In an order dated July 22, Sebi had directed the company to buy more shares (14 per cent instead of 9.5 per cent) in its delisting bid. The Sebi order followed complaints against Fresenius, after the company took a U-turn— first reducing promoter holding nine per cent to 81 per cent through an offer for sale (OFS) and then deciding to de-list, instead of selling another six per cent to meet the minimum public shareholding requirement.
Four complainants had raised concern Fresenius might have acted in collusion with investors who first purchased the company’s shares in the OFS and later, sold these in the delisting offer.
Also Read
In its order, SAT lashed out at Sebi for passing the July 22 order merely on the basis of the complaints, without probing these. While dropping the conditions imposed on Fresenius, the tribunal said Sebi should investigate the complaints by investors against Fresenius and take necessary action, if required.
“Sebi does not dispute the genuineness of the reasons on the basis of which delisting is sought. If delisting is in the ordinary course of business, there is no reason for imposing conditions.

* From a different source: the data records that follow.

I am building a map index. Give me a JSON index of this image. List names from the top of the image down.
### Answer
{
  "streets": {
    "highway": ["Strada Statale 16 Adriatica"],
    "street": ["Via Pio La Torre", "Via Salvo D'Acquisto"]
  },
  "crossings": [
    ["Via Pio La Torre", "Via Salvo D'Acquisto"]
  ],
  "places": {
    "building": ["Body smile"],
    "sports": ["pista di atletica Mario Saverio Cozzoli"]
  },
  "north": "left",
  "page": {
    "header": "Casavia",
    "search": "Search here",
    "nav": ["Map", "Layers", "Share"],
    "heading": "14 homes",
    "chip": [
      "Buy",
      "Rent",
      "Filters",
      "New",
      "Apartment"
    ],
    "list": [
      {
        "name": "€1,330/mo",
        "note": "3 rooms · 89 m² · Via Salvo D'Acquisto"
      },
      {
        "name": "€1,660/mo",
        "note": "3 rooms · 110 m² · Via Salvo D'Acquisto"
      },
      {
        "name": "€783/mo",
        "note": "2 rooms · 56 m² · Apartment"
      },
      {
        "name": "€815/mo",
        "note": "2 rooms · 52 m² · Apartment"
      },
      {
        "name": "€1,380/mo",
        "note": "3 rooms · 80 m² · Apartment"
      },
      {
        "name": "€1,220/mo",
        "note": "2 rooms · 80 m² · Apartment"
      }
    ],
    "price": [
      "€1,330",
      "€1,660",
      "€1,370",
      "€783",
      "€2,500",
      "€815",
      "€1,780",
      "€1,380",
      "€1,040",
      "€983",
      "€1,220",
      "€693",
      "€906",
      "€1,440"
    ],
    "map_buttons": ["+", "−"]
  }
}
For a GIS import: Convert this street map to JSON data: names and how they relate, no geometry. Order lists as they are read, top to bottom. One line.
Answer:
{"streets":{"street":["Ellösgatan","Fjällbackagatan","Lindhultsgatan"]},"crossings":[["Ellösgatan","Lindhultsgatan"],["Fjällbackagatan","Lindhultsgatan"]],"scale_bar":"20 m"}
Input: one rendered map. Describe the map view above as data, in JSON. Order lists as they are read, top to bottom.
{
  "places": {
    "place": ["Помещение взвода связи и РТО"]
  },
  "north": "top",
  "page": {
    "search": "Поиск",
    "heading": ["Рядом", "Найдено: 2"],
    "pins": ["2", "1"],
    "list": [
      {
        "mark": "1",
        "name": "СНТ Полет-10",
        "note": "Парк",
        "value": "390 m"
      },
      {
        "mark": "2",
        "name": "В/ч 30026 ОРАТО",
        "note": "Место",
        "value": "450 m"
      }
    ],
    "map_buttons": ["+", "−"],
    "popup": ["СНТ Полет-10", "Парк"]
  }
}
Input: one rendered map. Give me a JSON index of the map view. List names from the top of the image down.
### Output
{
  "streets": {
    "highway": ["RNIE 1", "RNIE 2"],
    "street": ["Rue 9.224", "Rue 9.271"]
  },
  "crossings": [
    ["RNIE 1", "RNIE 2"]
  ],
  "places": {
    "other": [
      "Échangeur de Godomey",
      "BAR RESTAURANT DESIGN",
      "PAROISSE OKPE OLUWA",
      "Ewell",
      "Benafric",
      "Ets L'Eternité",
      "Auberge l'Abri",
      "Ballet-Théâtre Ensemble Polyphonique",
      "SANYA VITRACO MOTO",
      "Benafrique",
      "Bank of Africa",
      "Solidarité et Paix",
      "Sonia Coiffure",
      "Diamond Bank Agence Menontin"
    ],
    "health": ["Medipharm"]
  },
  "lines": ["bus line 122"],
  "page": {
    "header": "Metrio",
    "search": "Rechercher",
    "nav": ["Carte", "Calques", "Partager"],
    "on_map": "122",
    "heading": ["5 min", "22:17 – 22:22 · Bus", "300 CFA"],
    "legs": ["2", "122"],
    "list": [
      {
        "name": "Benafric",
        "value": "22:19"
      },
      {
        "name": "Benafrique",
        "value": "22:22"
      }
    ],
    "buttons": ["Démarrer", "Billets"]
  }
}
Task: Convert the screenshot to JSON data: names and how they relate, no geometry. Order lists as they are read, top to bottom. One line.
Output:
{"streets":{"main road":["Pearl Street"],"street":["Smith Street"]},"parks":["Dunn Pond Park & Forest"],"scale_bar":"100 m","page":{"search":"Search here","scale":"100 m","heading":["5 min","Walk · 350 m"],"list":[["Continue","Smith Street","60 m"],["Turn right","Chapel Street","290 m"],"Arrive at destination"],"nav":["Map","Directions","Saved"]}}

It appears impugned direction has been issued on the basis of certain complaints that are yet to be investigated,” the SAT order said.
Fresenius has decided to go for voluntary delisting after an investigation by US Food and Drug Administration found discrepancies at a company plant.
Subsequently, operations at the plant were stopped.
“When Regulation 17(b) categorically mentions the current shareholding of the promoter group ought to be taken into consideration while making a delisting offer, there can be no question of the respondent specifying a different criterion,” the SAT order said.
According to Sebi regulations, a promoter should increase its shareholding to 90 per cent or buy back at least half the public shareholding, whichever is higher, to ensure the delisting offer is successful.
Currently, promoter holding in Fresenius is 81 per cent; for the delisting bid to go through, it would have to purchase another 9.5 per cent.